### RECORDS FOR THIS EXERCISE
-.-.-
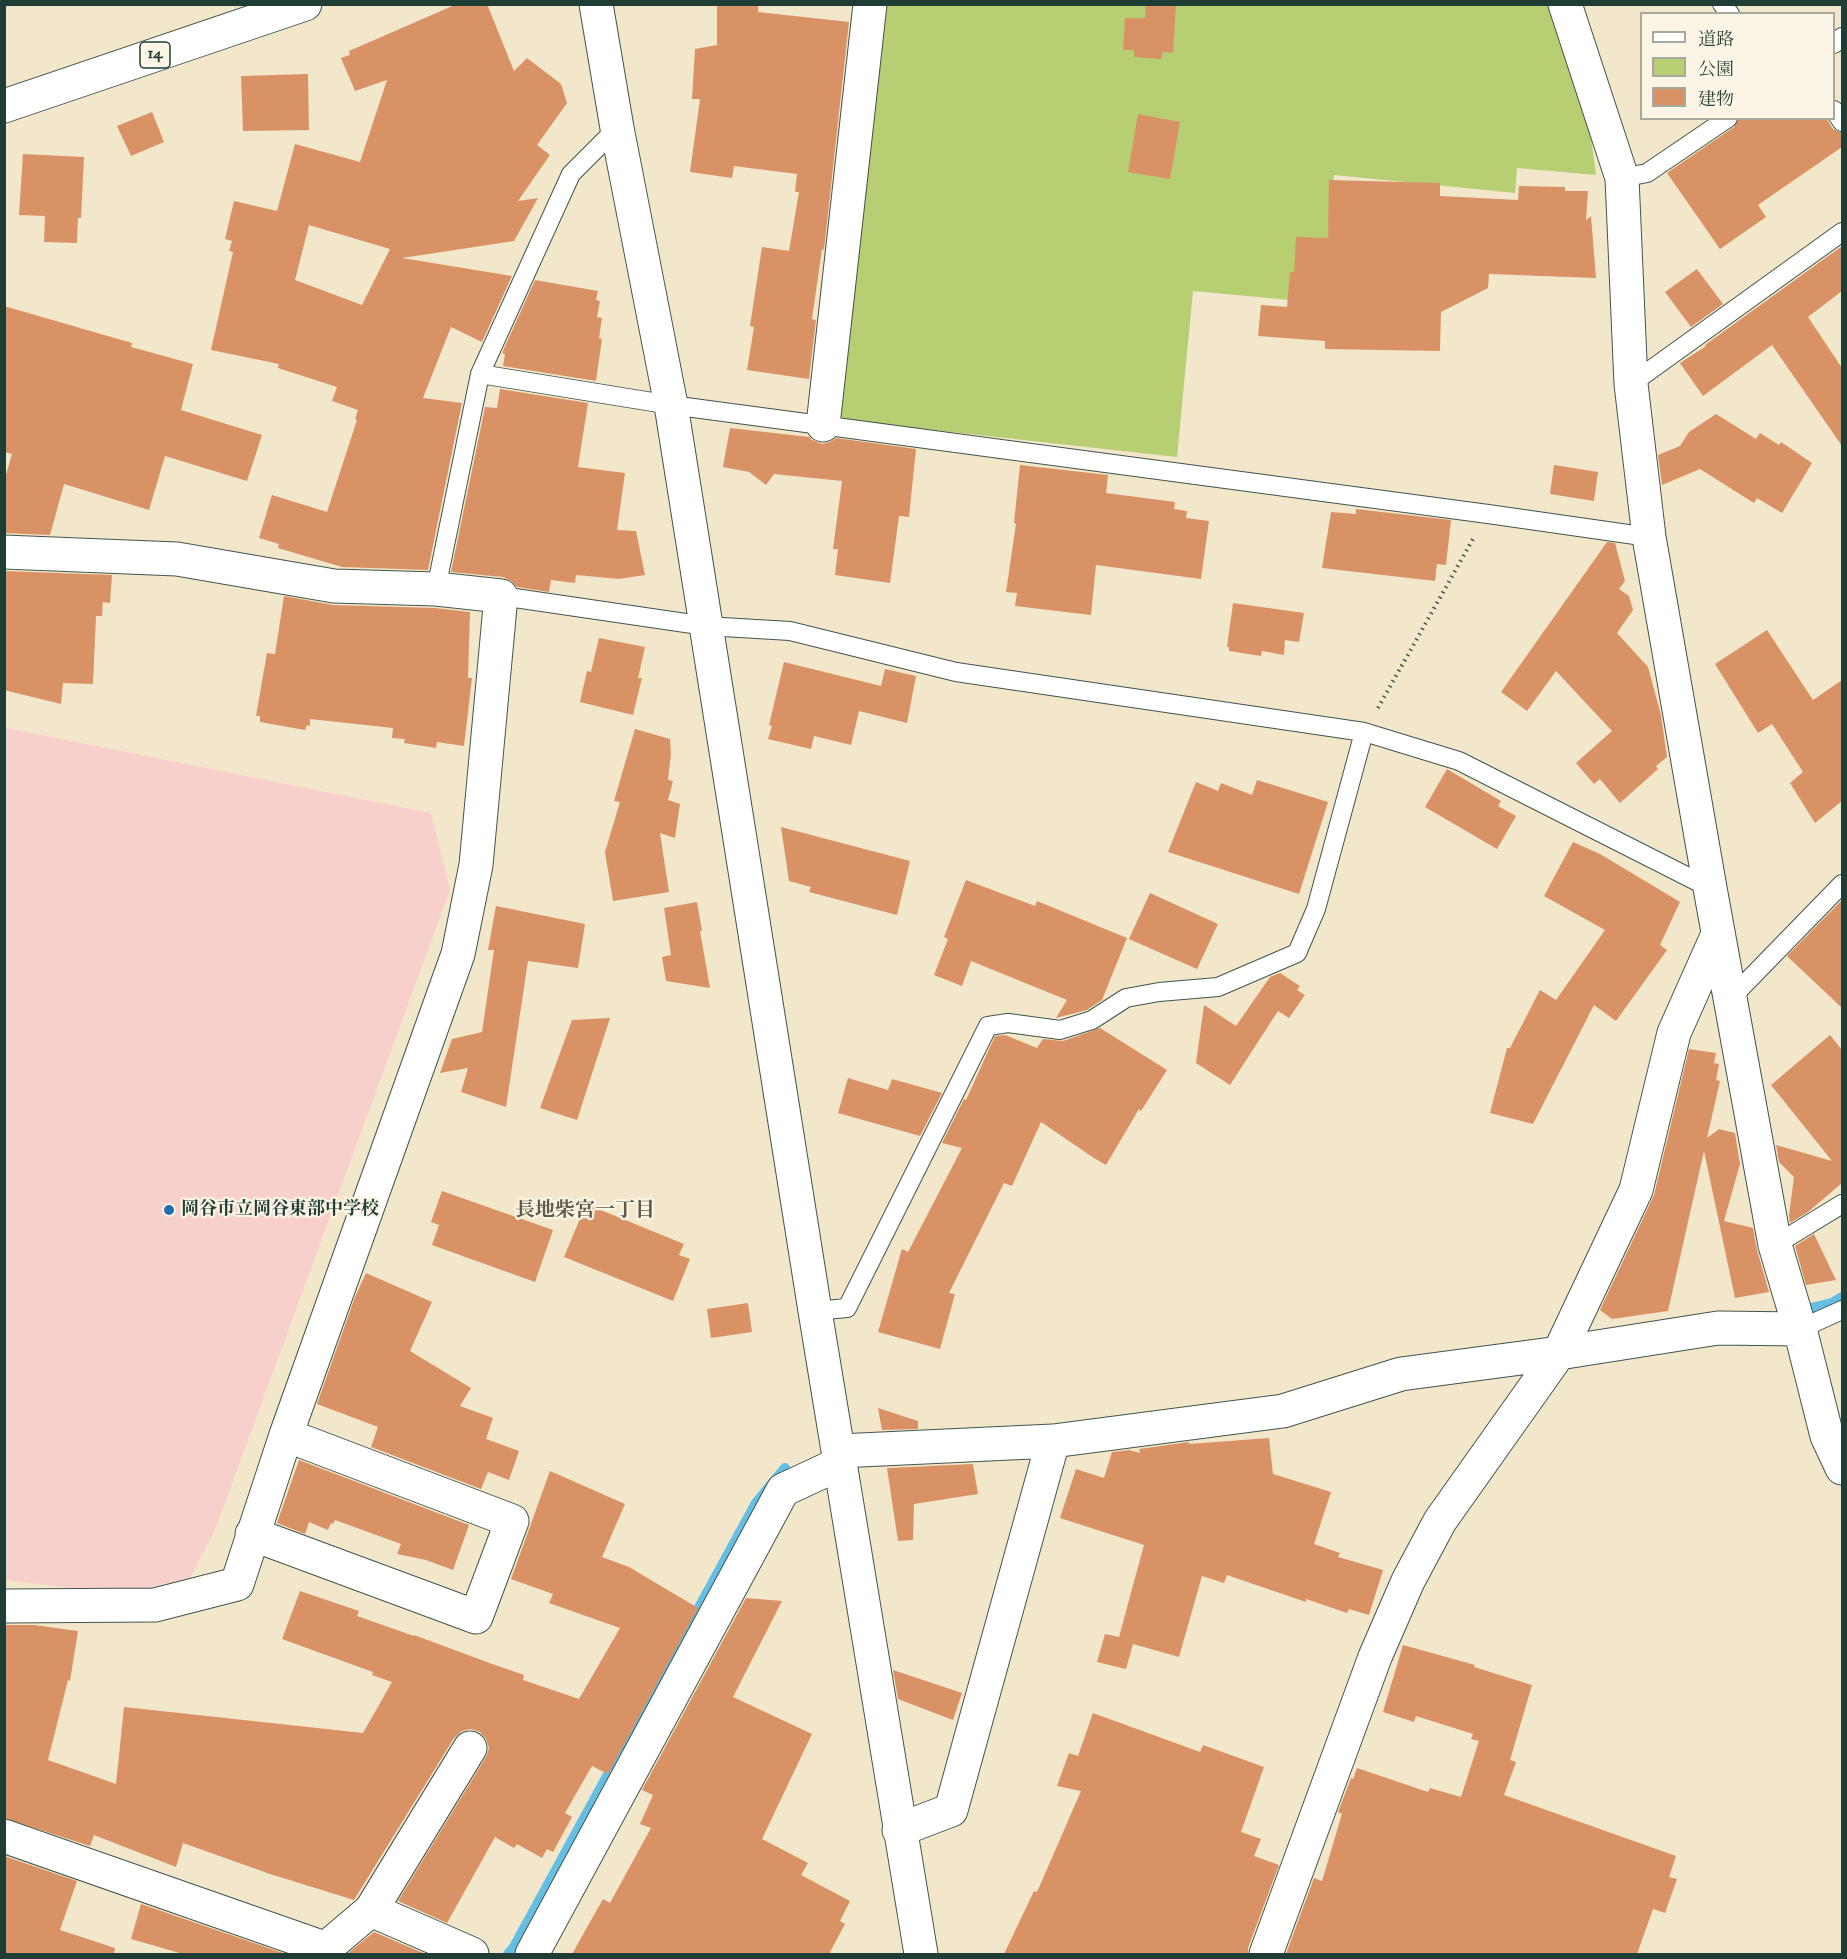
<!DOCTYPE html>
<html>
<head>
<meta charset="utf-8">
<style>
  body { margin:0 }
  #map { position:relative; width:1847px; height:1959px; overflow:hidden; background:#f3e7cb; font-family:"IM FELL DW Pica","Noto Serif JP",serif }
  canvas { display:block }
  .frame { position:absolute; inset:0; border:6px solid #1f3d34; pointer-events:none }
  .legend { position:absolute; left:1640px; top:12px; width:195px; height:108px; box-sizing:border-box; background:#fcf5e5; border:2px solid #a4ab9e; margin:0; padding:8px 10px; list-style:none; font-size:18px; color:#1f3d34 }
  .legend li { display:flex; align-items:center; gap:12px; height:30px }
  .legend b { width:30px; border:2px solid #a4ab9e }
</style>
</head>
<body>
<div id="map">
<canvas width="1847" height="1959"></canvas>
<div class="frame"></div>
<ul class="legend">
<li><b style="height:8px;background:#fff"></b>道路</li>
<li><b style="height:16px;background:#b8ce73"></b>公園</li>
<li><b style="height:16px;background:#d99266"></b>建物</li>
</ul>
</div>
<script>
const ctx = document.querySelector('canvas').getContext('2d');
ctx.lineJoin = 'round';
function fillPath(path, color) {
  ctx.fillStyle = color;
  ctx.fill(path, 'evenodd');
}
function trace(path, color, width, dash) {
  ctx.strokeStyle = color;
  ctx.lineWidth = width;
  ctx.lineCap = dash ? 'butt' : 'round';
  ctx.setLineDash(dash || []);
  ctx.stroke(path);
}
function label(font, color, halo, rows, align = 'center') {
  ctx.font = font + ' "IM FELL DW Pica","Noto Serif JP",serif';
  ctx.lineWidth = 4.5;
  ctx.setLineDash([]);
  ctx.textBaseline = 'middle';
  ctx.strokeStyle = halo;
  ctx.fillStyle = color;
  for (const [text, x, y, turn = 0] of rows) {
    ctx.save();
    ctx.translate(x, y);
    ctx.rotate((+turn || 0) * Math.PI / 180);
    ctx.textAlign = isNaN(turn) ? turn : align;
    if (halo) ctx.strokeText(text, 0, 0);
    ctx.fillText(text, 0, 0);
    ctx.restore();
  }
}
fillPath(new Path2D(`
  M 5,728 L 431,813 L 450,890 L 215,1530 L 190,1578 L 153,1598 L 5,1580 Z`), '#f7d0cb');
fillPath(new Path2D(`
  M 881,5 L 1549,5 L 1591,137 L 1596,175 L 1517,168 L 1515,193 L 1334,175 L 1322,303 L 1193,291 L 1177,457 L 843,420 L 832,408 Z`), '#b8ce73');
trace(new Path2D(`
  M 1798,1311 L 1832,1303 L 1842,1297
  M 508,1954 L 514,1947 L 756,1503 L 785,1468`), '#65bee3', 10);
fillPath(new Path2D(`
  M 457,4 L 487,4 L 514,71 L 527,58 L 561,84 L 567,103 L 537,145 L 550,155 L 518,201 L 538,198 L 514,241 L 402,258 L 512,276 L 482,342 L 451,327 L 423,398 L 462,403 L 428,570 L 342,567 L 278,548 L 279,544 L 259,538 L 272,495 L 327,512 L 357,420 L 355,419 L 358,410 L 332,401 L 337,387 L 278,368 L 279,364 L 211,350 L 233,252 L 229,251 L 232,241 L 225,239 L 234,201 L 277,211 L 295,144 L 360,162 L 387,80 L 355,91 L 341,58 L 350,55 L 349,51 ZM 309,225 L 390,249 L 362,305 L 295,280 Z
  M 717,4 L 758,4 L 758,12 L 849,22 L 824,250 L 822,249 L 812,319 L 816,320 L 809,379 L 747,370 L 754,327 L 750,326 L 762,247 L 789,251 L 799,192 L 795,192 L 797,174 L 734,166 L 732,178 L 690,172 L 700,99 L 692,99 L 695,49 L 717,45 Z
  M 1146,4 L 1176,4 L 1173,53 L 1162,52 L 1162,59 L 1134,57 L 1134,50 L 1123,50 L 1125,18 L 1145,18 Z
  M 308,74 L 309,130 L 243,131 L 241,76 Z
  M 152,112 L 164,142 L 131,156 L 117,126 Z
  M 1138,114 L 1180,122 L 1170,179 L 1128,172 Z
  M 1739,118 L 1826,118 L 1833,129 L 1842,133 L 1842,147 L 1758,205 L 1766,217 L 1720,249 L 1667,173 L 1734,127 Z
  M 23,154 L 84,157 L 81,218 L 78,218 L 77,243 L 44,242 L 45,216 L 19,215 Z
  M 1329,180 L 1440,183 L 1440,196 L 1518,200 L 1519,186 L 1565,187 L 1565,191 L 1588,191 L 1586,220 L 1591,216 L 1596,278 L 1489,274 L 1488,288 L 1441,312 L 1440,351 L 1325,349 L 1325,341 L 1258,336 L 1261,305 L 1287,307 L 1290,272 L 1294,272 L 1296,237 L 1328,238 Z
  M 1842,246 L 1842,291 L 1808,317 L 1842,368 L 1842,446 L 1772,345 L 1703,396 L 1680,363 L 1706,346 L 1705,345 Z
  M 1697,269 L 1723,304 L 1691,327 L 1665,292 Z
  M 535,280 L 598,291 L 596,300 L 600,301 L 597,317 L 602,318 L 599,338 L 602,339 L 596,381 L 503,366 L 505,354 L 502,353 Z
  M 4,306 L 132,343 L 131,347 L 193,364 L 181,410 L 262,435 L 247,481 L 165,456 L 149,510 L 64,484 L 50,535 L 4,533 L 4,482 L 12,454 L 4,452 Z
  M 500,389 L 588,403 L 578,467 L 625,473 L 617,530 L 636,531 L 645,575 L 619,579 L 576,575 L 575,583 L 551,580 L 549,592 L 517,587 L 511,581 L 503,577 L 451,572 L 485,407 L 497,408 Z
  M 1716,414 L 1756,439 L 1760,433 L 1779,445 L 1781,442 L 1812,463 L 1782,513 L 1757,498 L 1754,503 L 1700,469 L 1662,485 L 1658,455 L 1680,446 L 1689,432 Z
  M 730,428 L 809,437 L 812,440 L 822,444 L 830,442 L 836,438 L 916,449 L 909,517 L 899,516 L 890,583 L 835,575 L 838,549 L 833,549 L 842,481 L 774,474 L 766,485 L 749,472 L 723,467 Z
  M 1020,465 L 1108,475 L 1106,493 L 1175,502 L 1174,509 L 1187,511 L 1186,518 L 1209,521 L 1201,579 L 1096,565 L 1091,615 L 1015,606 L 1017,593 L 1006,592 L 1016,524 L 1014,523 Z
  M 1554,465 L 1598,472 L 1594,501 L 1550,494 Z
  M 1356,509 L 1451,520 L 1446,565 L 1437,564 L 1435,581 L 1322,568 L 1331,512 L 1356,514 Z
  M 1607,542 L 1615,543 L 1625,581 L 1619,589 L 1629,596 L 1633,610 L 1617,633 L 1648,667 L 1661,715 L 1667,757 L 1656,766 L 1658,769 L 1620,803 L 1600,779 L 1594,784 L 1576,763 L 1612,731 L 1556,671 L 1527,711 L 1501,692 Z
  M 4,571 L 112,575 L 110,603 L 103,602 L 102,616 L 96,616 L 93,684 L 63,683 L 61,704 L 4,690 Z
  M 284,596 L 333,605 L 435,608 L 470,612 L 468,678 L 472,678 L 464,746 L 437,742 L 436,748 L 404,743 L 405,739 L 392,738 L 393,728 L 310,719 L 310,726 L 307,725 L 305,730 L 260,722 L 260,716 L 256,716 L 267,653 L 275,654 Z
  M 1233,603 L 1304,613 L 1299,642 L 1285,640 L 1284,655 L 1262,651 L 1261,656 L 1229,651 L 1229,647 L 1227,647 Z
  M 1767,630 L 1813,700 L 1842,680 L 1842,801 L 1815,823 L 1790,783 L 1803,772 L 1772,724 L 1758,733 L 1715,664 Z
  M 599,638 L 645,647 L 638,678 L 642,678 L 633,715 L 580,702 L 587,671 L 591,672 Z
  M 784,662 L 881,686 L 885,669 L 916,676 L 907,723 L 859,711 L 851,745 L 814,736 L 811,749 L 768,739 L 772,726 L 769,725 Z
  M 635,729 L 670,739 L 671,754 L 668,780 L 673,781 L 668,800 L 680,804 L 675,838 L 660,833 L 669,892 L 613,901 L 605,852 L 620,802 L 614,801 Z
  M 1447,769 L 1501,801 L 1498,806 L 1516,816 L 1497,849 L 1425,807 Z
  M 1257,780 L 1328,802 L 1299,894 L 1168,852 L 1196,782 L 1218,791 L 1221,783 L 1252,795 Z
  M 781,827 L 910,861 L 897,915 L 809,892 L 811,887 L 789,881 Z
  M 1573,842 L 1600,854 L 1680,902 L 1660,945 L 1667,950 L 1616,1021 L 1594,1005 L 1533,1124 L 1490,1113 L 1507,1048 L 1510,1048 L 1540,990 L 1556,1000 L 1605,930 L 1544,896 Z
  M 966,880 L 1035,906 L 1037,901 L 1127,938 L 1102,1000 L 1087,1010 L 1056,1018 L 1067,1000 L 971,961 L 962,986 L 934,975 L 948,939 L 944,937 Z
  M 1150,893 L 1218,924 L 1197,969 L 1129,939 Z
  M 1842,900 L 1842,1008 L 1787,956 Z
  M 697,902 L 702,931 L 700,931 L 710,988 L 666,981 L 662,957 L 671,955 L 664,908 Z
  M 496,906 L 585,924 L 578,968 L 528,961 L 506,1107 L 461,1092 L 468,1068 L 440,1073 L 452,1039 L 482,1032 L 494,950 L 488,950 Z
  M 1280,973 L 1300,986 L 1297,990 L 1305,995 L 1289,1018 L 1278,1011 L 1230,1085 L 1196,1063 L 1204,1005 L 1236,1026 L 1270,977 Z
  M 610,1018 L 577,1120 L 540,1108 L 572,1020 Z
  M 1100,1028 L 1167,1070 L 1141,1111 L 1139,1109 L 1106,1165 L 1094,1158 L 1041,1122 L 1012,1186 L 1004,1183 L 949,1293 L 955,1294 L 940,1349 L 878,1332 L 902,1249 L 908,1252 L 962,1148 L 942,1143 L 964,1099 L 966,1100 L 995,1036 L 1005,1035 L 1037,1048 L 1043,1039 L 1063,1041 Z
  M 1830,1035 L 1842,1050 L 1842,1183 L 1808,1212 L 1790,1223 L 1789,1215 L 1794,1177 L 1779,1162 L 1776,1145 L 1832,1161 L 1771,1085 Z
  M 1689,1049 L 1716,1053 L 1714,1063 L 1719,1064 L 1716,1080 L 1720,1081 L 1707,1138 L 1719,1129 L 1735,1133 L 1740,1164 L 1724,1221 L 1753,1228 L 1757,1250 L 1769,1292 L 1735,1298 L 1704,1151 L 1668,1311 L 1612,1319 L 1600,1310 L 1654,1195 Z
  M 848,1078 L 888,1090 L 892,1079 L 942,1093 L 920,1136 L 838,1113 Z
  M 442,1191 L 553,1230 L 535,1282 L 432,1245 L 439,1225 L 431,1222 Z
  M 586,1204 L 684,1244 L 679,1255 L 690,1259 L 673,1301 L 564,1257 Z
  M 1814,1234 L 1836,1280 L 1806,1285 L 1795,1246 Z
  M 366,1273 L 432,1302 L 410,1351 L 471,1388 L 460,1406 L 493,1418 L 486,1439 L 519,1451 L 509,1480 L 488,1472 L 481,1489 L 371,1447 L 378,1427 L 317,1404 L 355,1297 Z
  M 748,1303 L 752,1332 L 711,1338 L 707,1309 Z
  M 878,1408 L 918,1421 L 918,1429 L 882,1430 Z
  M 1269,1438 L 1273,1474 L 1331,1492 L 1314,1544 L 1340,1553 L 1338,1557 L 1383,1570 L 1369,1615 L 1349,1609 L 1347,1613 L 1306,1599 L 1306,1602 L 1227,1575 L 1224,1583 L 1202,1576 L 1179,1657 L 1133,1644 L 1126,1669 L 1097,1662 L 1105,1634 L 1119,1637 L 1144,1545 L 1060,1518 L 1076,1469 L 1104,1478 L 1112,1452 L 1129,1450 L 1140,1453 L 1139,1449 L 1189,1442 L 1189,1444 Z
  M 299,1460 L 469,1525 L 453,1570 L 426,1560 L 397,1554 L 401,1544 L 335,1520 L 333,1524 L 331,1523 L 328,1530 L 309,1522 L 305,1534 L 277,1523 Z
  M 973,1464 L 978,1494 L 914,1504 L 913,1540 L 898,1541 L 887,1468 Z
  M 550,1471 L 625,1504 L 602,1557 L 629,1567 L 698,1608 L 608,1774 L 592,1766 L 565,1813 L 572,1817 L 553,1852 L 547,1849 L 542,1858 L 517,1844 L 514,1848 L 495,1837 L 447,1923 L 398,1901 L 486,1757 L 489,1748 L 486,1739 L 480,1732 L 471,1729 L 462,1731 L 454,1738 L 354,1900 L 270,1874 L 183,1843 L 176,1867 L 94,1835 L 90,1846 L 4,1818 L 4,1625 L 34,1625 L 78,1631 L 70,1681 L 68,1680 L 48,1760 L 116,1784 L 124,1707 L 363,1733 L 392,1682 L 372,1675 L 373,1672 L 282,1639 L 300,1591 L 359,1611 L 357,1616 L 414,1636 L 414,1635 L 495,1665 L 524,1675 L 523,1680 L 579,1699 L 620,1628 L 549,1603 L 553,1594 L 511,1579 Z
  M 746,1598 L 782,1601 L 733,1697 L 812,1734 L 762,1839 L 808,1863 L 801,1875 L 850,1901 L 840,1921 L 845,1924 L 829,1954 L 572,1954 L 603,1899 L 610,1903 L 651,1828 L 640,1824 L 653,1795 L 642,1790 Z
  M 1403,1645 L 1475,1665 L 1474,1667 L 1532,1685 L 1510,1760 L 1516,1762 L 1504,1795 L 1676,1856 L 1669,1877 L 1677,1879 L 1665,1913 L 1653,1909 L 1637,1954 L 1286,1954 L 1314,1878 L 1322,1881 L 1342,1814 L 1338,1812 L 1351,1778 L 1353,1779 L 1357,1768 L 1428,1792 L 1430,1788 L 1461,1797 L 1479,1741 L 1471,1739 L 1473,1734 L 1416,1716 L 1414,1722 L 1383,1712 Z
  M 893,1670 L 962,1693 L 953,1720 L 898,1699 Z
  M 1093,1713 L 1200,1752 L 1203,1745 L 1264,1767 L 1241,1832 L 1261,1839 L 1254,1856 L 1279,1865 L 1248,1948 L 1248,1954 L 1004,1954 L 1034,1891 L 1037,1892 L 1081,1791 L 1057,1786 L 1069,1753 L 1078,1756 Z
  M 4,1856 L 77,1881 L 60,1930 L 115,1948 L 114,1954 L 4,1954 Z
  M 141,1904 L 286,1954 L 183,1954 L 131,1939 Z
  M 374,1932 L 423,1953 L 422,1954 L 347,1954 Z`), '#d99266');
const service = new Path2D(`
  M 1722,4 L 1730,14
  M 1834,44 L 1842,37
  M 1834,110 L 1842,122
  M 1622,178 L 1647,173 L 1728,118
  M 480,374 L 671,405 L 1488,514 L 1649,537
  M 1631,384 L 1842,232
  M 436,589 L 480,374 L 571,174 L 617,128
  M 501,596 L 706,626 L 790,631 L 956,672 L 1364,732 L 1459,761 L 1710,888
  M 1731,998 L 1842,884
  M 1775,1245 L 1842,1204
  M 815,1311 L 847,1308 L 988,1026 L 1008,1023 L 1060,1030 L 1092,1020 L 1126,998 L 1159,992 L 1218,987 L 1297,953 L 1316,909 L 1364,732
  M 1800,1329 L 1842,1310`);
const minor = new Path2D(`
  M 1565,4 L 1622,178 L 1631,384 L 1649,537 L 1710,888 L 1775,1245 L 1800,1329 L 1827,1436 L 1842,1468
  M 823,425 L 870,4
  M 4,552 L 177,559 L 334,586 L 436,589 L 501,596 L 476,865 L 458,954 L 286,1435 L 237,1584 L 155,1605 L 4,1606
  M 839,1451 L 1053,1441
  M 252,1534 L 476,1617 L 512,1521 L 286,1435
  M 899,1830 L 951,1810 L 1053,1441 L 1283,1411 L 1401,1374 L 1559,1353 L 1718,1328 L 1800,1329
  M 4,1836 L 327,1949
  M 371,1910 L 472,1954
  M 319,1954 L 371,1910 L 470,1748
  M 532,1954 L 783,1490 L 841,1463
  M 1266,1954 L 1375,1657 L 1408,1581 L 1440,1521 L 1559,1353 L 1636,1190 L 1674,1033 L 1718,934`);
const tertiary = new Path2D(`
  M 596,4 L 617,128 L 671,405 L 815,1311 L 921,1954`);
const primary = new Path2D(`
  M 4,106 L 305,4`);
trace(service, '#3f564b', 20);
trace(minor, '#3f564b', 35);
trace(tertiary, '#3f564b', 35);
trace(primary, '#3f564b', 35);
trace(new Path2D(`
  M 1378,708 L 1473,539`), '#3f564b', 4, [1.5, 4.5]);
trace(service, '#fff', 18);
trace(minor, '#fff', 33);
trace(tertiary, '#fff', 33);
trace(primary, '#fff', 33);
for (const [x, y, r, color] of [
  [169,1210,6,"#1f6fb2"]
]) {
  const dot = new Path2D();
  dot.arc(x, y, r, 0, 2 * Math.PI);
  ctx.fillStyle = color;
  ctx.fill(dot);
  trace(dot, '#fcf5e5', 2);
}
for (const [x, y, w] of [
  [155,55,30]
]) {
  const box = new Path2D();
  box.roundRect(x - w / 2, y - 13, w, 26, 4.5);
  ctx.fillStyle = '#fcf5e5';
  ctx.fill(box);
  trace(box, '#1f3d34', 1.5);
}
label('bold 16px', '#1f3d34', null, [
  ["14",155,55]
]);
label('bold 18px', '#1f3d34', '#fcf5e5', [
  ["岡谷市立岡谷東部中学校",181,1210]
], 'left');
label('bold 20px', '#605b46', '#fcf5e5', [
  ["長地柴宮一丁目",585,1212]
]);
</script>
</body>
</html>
-.-.-
### WORK TO BE COMPLETED
The expected output is exactly the lines of the listing above between the line holding "M 1800,1329 L" and the line holding "dot.arc(x, y, r, 0, 2 * Math.PI);", inclusive.

### SOLUTION
  M 1800,1329 L 1842,1310`);
const minor = new Path2D(`
  M 1565,4 L 1622,178 L 1631,384 L 1649,537 L 1710,888 L 1775,1245 L 1800,1329 L 1827,1436 L 1842,1468
  M 823,425 L 870,4
  M 4,552 L 177,559 L 334,586 L 436,589 L 501,596 L 476,865 L 458,954 L 286,1435 L 237,1584 L 155,1605 L 4,1606
  M 839,1451 L 1053,1441
  M 252,1534 L 476,1617 L 512,1521 L 286,1435
  M 899,1830 L 951,1810 L 1053,1441 L 1283,1411 L 1401,1374 L 1559,1353 L 1718,1328 L 1800,1329
  M 4,1836 L 327,1949
  M 371,1910 L 472,1954
  M 319,1954 L 371,1910 L 470,1748
  M 532,1954 L 783,1490 L 841,1463
  M 1266,1954 L 1375,1657 L 1408,1581 L 1440,1521 L 1559,1353 L 1636,1190 L 1674,1033 L 1718,934`);
const tertiary = new Path2D(`
  M 596,4 L 617,128 L 671,405 L 815,1311 L 921,1954`);
const primary = new Path2D(`
  M 4,106 L 305,4`);
trace(service, '#3f564b', 20);
trace(minor, '#3f564b', 35);
trace(tertiary, '#3f564b', 35);
trace(primary, '#3f564b', 35);
trace(new Path2D(`
  M 1378,708 L 1473,539`), '#3f564b', 4, [1.5, 4.5]);
trace(service, '#fff', 18);
trace(minor, '#fff', 33);
trace(tertiary, '#fff', 33);
trace(primary, '#fff', 33);
for (const [x, y, r, color] of [
  [169,1210,6,"#1f6fb2"]
]) {
  const dot = new Path2D();
  dot.arc(x, y, r, 0, 2 * Math.PI);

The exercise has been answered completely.